Virgil Taylor 9 October 2015

Image for blog post entitled While There's Still Time: Jonathan Crary on Chantal Akerman's <i>D'Est</i>


We were saddened to learn of the death of Chantal Akerman. Below is Jonathan Crary's consideration, from 24/7of her 1992 film D'Est.

Chantal Akerman’s film D'Est (From the East), made in 1992 and early 1993, carries a heightened self-consciousness about the circumstances of [its] weighty historical moment. Shot mainly in Poland and Russia in the year and a half following the dissolution of the Soviet Union, it discloses a world in suspension, on the edge of an undetermined future, yet still weighed down by long-standing patterns and habits. Using very long takes, it is an extended portrayal of certain textures of everyday life, sometimes suggesting a Sartrean seriality. In her essay on D'Est, Akerman famously declared that she felt the need to make the film “while there’s still time” (“tant qu’il en est encore temps”). In one sense, she meant that she had to finish the project before it was too late, before cultural and economic forces transformed the subject of her work into something different, even unrecognizable. But, given the choices she made of what to record, “while there’s still time” is also a way of saying: while there is still a world of time-in-common, a world sustained by a collective inhabiting and sharing of time and its rhythms, in the older sense of the word “quotidian.”

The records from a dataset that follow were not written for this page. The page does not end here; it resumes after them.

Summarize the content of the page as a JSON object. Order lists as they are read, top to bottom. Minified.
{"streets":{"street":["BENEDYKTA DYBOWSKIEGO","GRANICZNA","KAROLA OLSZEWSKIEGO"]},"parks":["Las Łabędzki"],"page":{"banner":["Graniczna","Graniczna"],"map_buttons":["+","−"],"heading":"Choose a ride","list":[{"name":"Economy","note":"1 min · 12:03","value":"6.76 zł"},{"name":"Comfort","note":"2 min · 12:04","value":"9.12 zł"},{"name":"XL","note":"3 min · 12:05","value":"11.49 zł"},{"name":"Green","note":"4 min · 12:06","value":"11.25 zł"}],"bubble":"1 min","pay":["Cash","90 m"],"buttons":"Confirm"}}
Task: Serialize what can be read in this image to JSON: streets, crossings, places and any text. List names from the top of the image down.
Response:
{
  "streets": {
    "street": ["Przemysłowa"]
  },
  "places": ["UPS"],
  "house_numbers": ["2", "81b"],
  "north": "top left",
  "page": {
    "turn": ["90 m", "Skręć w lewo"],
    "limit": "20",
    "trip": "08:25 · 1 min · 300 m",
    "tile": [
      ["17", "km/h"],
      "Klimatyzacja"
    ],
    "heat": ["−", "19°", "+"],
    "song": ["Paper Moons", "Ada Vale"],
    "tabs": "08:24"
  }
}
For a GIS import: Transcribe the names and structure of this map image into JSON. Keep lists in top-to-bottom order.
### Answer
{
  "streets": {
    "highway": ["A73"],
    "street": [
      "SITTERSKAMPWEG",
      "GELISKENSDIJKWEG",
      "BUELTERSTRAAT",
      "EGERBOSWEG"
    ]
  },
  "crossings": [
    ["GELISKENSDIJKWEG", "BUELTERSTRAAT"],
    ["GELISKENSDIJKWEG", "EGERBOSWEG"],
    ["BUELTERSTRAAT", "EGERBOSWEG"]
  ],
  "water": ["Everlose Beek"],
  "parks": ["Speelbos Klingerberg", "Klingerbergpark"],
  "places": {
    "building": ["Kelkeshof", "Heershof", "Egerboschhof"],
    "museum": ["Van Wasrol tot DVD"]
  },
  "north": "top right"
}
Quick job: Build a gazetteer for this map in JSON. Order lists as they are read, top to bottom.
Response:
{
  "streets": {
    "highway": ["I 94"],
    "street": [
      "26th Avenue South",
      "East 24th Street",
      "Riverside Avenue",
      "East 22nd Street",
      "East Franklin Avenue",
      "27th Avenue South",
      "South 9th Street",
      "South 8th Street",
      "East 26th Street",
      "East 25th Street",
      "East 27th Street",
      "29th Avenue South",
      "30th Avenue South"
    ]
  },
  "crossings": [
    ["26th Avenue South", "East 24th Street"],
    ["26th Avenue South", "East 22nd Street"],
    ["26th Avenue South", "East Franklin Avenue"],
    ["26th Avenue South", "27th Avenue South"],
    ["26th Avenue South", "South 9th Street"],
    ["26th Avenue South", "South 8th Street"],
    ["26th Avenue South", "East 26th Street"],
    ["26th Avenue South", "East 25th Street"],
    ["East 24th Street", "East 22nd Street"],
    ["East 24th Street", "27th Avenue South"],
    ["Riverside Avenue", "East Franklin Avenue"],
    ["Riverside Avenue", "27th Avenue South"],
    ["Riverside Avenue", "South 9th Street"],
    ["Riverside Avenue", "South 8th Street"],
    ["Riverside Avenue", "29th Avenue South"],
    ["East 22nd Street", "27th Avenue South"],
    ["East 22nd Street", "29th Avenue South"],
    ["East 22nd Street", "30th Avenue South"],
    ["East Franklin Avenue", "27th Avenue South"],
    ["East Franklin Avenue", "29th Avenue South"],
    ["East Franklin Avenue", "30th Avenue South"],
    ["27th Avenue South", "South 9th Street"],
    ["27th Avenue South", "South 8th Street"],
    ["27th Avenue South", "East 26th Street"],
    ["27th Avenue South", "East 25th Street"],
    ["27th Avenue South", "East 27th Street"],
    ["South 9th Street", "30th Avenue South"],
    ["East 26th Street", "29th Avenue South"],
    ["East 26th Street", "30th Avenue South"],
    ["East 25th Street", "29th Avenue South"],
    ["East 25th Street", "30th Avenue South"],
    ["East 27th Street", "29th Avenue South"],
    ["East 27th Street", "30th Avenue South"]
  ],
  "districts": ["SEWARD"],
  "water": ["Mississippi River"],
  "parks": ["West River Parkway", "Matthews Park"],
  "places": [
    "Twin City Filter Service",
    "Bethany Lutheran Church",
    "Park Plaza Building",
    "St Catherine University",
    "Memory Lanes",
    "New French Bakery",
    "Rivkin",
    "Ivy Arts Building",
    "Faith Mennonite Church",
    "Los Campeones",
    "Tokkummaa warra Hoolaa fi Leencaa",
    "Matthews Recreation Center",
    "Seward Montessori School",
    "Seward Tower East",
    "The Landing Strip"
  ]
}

Like many in the early 1990s, Akerman understood that the collapse of the Soviet Union and its hold on eastern Europe would facilitate the final globalization of the West and the implantation everywhere of its values and demands. Thus her film was made with an awareness of the fleeting interregnum it documented. Akerman realizes that the oppositions supposedly sustaining the bipolar Cold War world had become mostly illusory, but nonetheless she affirms that “the east” in her film retained singular and long-standing cultural forms that were on the brink of being obliterated by the expansion of Western capitalism. Even though Akerman cautions against any simplistic logic of before and after, D'Est is the testament of a social world, however damaged, prior to the imposition of neoliberal financialization, privatization, and social atomization. It is a film about living in a milieu where “there is still time,” before the 24/7 non-time of compulsory accumulation, of individual choice.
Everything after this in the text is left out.